C'est une histoire qui prend sa source il y a un peu plus d'un demi-siècle, dans une caravane d'un marchand d'esclave qui faisait un arrêt pour la nuit et d'où montait un hurlement inhumain.
Cette nuit une âme vouée à l'éternité se mourrait.
Malgré sa peau ambrée, héritée de son père d'Al-Amrûn, ses oreilles pointues, sa silhouette élancée, sa peau parfaite malgré quelques perles de sueur, malgré sa douleur et sa peine, cela marquait sa naissance de l'amour d'un homme et d'une elfe, égarée en ces contrées, conquise par les sables. Cet amour là, il datait de plusieurs siècles déjà et avait engendré cette semi-elfe qui se tordait dans le sable gorgé de sang.
Elle aussi avait choisi une vie mortelle, elle avait aimé, passionnément, un homme voué à la mort, au vieillissement – elle avait juré de vieillir avec cet homme qu'elle aimait, abjuré le sang de sa mère, embrassé son âme sœur, fondé un foyer. Il avait la peau plus sombre encore que son père, et mais son rire était franc, et ses chevaux éveillait en elle des souvenirs ancestraux, un émerveillement seulement supplanté par ses boucles indomptables, noir d'encre, défiant la gravité et les usages – fierté de la famille de ce dresseur d'oliphant. Ils s'étaient aimés.

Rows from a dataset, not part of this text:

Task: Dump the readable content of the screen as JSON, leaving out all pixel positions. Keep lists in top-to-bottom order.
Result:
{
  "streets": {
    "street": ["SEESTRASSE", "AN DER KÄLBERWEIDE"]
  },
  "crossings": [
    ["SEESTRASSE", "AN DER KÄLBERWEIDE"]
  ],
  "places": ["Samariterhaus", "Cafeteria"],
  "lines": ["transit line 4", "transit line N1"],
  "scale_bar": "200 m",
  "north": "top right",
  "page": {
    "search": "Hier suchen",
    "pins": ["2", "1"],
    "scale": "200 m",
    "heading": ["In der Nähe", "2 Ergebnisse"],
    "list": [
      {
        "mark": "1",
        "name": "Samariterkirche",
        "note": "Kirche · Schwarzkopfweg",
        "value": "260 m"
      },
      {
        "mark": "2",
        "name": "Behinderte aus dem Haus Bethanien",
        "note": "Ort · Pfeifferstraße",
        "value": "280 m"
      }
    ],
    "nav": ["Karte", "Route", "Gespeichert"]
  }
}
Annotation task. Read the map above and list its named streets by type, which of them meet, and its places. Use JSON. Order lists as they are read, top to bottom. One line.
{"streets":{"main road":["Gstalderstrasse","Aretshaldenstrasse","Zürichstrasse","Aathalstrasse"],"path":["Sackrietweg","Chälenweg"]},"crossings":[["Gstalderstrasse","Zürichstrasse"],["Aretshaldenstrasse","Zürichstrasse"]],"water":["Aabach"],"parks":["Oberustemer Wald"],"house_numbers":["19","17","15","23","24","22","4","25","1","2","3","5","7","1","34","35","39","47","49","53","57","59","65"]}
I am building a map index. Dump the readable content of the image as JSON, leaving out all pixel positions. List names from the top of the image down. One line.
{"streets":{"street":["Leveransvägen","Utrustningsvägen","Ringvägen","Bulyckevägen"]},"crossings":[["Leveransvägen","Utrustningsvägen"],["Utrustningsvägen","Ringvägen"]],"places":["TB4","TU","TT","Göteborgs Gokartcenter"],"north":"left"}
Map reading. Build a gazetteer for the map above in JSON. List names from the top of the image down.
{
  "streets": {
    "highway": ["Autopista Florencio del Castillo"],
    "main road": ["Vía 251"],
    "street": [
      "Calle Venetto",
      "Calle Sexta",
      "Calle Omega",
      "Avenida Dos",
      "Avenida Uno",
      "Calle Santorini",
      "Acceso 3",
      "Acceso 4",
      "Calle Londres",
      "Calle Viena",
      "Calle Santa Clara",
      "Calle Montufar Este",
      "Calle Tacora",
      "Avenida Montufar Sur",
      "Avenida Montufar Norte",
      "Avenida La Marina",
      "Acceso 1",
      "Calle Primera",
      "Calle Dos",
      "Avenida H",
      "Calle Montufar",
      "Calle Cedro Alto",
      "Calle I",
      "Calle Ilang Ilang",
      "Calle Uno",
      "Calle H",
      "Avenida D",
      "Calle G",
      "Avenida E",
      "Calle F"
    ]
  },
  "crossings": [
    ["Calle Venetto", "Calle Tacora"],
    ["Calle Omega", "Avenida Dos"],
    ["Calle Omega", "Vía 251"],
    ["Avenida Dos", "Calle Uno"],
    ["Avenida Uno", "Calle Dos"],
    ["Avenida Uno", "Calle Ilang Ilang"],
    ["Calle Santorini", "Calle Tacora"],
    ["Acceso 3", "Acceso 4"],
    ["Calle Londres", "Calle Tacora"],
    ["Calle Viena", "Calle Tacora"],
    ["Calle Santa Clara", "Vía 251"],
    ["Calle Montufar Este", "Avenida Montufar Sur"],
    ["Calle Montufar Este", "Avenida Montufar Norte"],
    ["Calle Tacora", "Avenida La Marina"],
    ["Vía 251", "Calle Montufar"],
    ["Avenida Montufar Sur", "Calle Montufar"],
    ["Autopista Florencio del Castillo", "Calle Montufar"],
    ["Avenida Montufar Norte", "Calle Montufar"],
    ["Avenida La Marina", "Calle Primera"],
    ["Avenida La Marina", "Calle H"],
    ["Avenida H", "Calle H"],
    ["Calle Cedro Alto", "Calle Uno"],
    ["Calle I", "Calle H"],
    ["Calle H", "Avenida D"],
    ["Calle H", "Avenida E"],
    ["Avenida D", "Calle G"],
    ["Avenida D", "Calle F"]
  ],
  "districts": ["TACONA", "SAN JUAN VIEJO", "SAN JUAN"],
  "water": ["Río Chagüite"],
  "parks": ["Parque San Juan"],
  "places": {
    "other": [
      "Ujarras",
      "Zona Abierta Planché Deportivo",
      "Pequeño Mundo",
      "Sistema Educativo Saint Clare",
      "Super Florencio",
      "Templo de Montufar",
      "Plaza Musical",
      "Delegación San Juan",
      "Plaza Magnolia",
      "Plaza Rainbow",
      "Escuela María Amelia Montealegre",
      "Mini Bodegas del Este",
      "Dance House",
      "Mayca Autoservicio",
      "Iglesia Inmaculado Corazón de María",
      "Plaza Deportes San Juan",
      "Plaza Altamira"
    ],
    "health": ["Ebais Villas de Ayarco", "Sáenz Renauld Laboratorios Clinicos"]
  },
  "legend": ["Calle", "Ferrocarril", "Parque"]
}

Le don des hommes portait bien son nom en cet instant où il la délivrait de son deuil et de la servitude, où dans un dernier soubresaut, elle tirait sur la chaîne fermée à sa cheville gracile. Comment un an, une vie peut-elle ainsi voler en éclat ? Un an. En Harad, sud ou nord, proche ou lointain, la chance tourne aussi vite que le vent. Leurs biens, leur prospérité avait été arrachée. Leur foyer, englouti sous des sables vengeurs. Son époux, son âme sœur, s'était éteinte en la défendant, en les défendant, elle et l'enfant conçu à peine trois mois auparavant.
Depuis, souffrances et tourments.
La torture, les sévices, les brimades, l'esclavage subis en quelques mois, tourmentant l'âme et le cœur de sa mère, ravivant son deuil et rendant plus cruelle encore la perte de l'homme qu'elle aimait ne serait que le faible écho, l'éphémère annonce de ce qu'affronterait le fils.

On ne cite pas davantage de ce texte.